*WHAT YOU WILL DO*
Only the pictures are to be omitted; every entry beneath should otherwise be duplicated exactly.

*THE DATA*
-=-=-=-=-

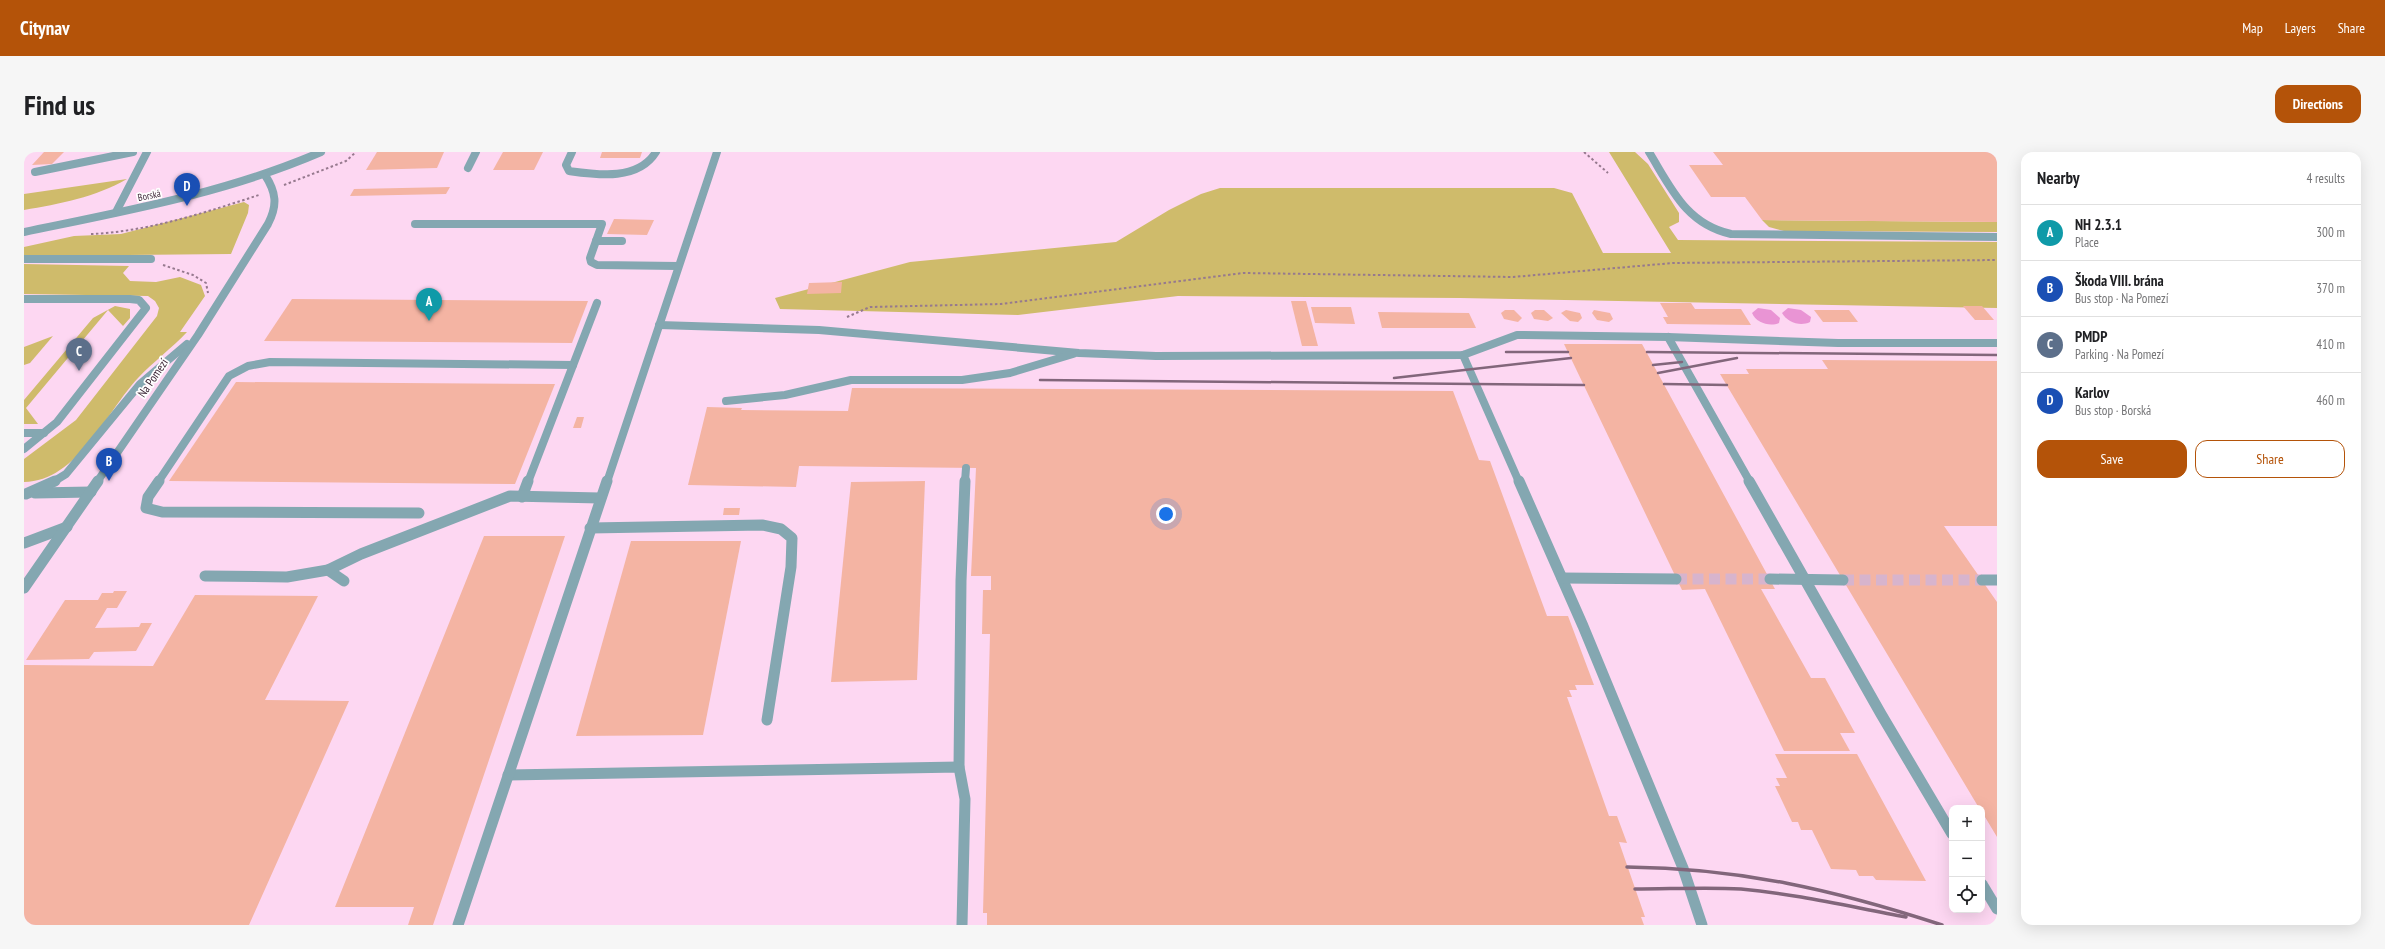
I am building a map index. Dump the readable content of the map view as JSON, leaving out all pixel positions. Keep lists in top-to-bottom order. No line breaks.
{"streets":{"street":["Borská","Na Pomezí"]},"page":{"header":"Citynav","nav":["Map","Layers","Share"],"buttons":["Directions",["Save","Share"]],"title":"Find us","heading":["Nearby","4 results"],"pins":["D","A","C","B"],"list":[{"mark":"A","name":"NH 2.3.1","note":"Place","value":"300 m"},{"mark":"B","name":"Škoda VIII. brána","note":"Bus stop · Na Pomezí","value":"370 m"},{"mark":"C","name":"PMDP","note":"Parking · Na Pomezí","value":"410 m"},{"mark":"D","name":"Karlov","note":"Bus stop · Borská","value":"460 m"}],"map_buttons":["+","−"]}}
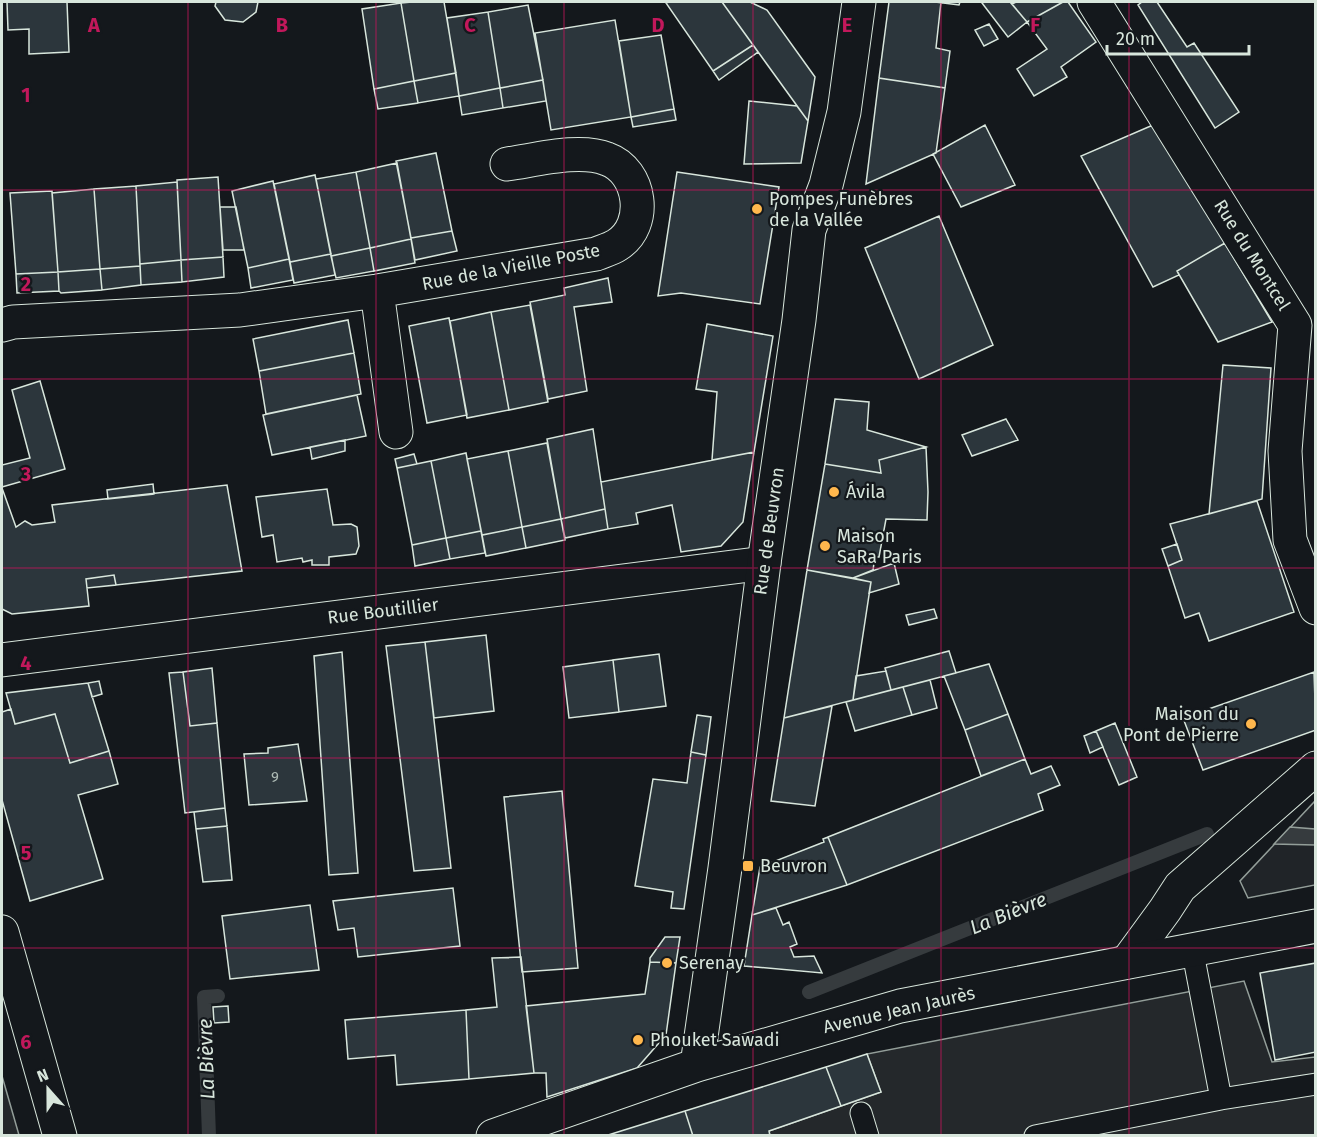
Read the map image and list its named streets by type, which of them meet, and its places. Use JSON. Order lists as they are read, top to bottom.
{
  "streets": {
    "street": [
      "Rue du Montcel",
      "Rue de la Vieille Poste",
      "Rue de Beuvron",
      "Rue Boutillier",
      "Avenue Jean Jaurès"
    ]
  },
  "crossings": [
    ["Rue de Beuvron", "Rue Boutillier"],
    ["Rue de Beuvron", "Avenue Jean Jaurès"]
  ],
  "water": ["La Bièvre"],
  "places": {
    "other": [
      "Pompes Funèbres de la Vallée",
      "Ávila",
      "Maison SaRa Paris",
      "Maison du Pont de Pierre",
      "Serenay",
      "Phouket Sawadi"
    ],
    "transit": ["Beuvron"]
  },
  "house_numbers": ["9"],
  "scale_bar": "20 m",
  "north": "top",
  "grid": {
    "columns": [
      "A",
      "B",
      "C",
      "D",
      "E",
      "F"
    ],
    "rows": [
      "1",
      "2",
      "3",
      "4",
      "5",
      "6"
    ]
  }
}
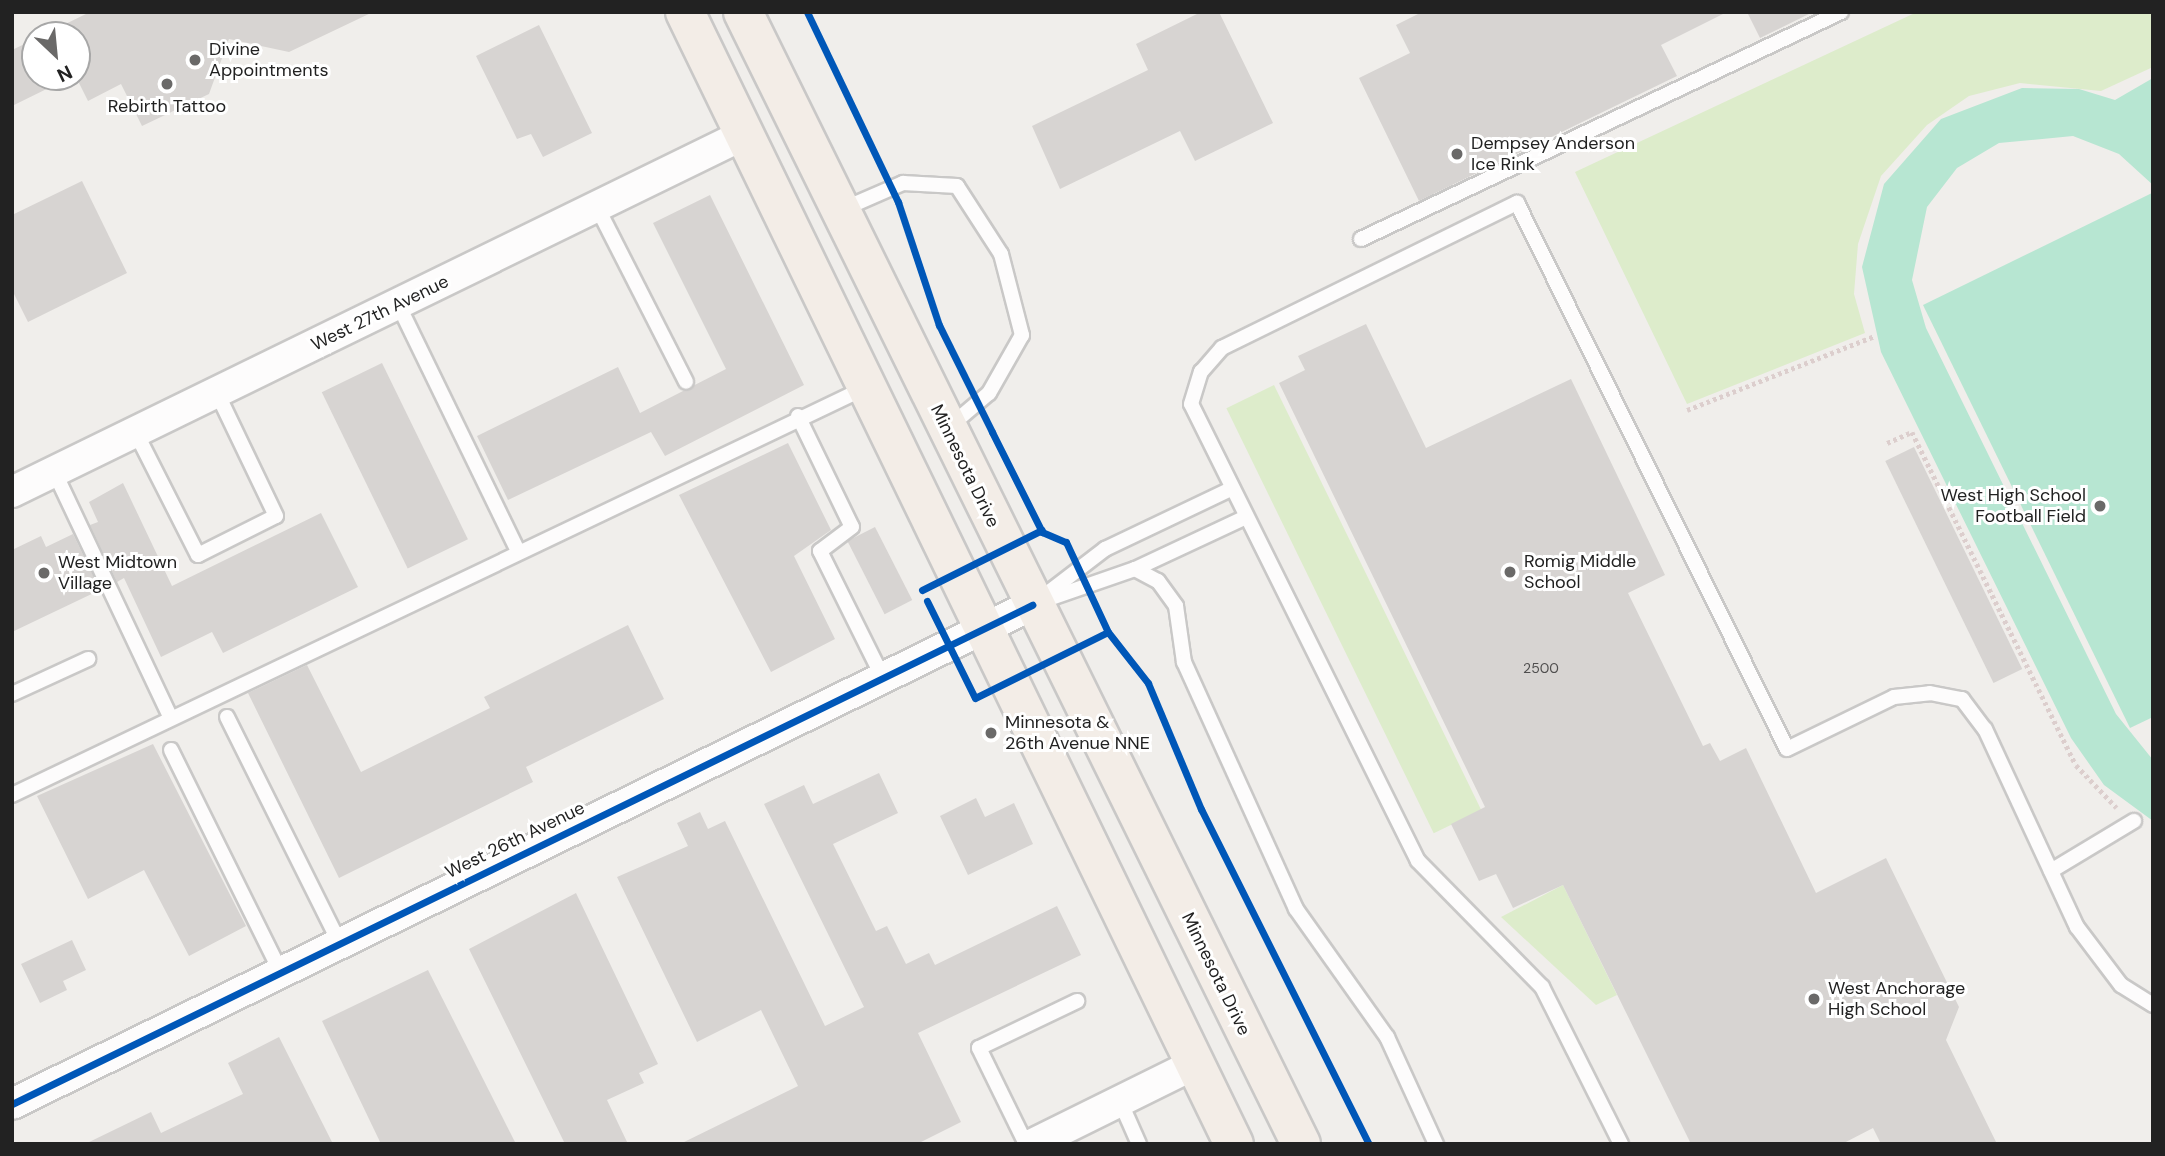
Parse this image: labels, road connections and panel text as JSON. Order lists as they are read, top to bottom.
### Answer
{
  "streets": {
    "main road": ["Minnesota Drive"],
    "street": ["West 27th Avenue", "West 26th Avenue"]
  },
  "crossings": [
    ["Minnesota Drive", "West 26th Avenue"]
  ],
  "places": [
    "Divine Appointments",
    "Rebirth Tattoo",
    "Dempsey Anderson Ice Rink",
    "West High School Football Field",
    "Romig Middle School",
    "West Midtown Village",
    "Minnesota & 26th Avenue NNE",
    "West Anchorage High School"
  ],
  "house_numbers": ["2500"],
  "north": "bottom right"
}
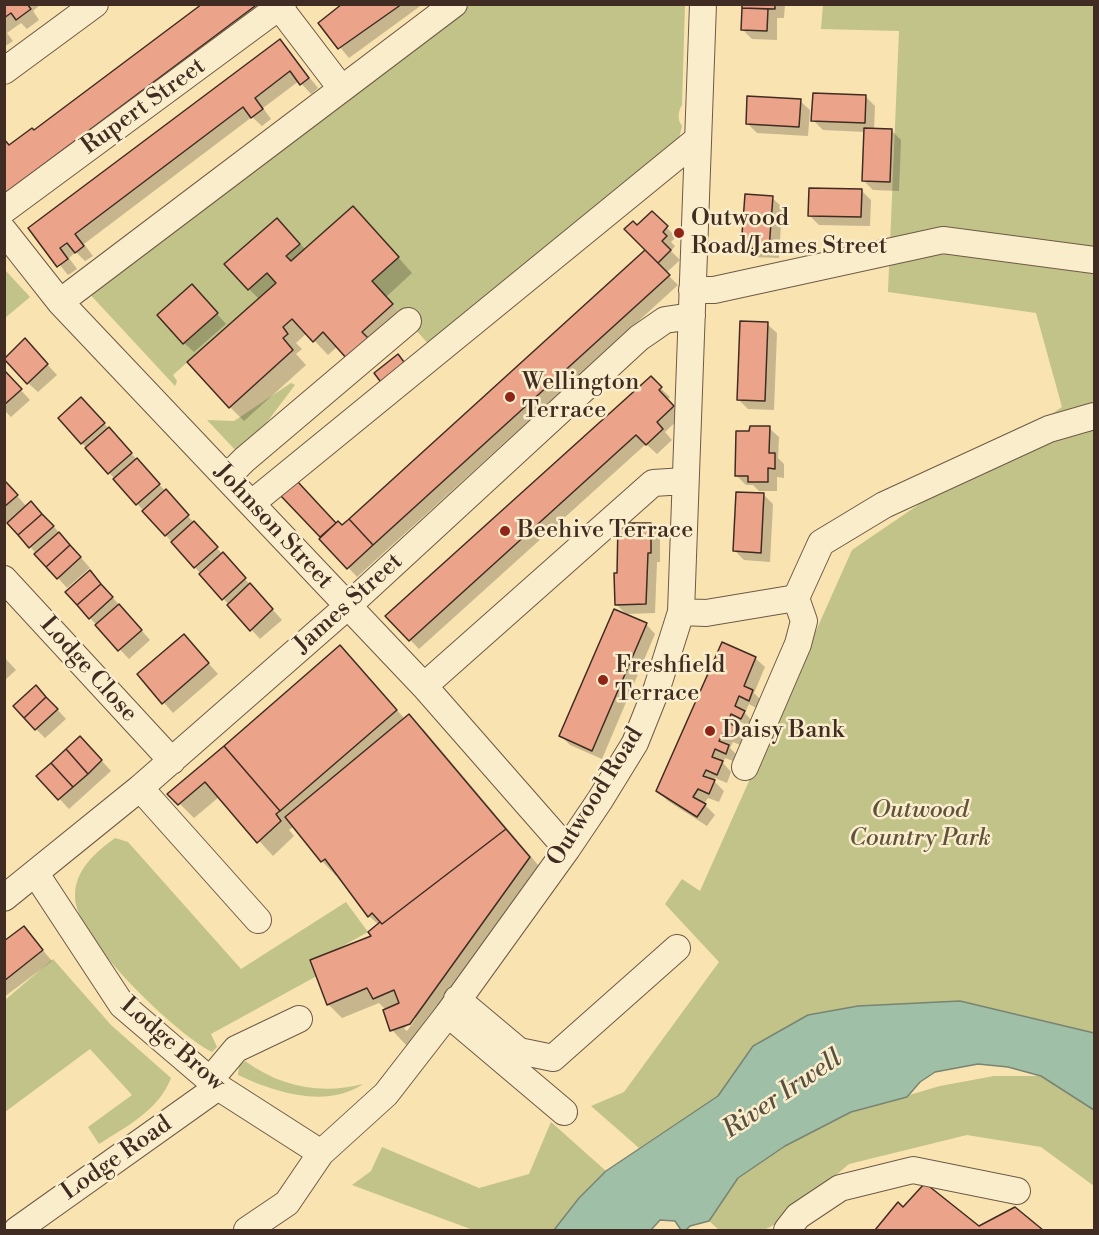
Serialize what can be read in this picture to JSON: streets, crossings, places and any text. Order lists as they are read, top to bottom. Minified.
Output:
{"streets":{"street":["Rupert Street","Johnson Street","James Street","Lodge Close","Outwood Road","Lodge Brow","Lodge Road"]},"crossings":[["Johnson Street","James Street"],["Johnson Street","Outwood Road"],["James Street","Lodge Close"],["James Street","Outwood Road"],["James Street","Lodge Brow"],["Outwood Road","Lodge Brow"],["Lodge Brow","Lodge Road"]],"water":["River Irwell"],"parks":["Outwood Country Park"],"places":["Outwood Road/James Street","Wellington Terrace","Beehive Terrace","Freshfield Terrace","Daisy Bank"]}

-=-=-=-=-

*EXERCISE RESULT*
I am building a map index. Dump the readable content of the map view as JSON, leaving out all pixel positions. Keep lists in top-to-bottom order. No line breaks.
{"streets":{"street":["Borská","Na Pomezí"]},"page":{"header":"Citynav","nav":["Map","Layers","Share"],"buttons":["Directions",["Save","Share"]],"title":"Find us","heading":["Nearby","4 results"],"pins":["D","A","C","B"],"list":[{"mark":"A","name":"NH 2.3.1","note":"Place","value":"300 m"},{"mark":"B","name":"Škoda VIII. brána","note":"Bus stop · Na Pomezí","value":"370 m"},{"mark":"C","name":"PMDP","note":"Parking · Na Pomezí","value":"410 m"},{"mark":"D","name":"Karlov","note":"Bus stop · Borská","value":"460 m"}],"map_buttons":["+","−"]}}
Read the map image and list its named streets by type, which of them meet, and its places. Use JSON. Order lists as they are read, top to bottom.
{
  "streets": {
    "street": [
      "Rue du Montcel",
      "Rue de la Vieille Poste",
      "Rue de Beuvron",
      "Rue Boutillier",
      "Avenue Jean Jaurès"
    ]
  },
  "crossings": [
    ["Rue de Beuvron", "Rue Boutillier"],
    ["Rue de Beuvron", "Avenue Jean Jaurès"]
  ],
  "water": ["La Bièvre"],
  "places": {
    "other": [
      "Pompes Funèbres de la Vallée",
      "Ávila",
      "Maison SaRa Paris",
      "Maison du Pont de Pierre",
      "Serenay",
      "Phouket Sawadi"
    ],
    "transit": ["Beuvron"]
  },
  "house_numbers": ["9"],
  "scale_bar": "20 m",
  "north": "top",
  "grid": {
    "columns": [
      "A",
      "B",
      "C",
      "D",
      "E",
      "F"
    ],
    "rows": [
      "1",
      "2",
      "3",
      "4",
      "5",
      "6"
    ]
  }
}
Parse this image: labels, road connections and panel text as JSON. Order lists as they are read, top to bottom.
### Answer
{
  "streets": {
    "main road": ["Minnesota Drive"],
    "street": ["West 27th Avenue", "West 26th Avenue"]
  },
  "crossings": [
    ["Minnesota Drive", "West 26th Avenue"]
  ],
  "places": [
    "Divine Appointments",
    "Rebirth Tattoo",
    "Dempsey Anderson Ice Rink",
    "West High School Football Field",
    "Romig Middle School",
    "West Midtown Village",
    "Minnesota & 26th Avenue NNE",
    "West Anchorage High School"
  ],
  "house_numbers": ["2500"],
  "north": "bottom right"
}
Serialize what can be read in this picture to JSON: streets, crossings, places and any text. Order lists as they are read, top to bottom. Minified.
Output:
{"streets":{"street":["Rupert Street","Johnson Street","James Street","Lodge Close","Outwood Road","Lodge Brow","Lodge Road"]},"crossings":[["Johnson Street","James Street"],["Johnson Street","Outwood Road"],["James Street","Lodge Close"],["James Street","Outwood Road"],["James Street","Lodge Brow"],["Outwood Road","Lodge Brow"],["Lodge Brow","Lodge Road"]],"water":["River Irwell"],"parks":["Outwood Country Park"],"places":["Outwood Road/James Street","Wellington Terrace","Beehive Terrace","Freshfield Terrace","Daisy Bank"]}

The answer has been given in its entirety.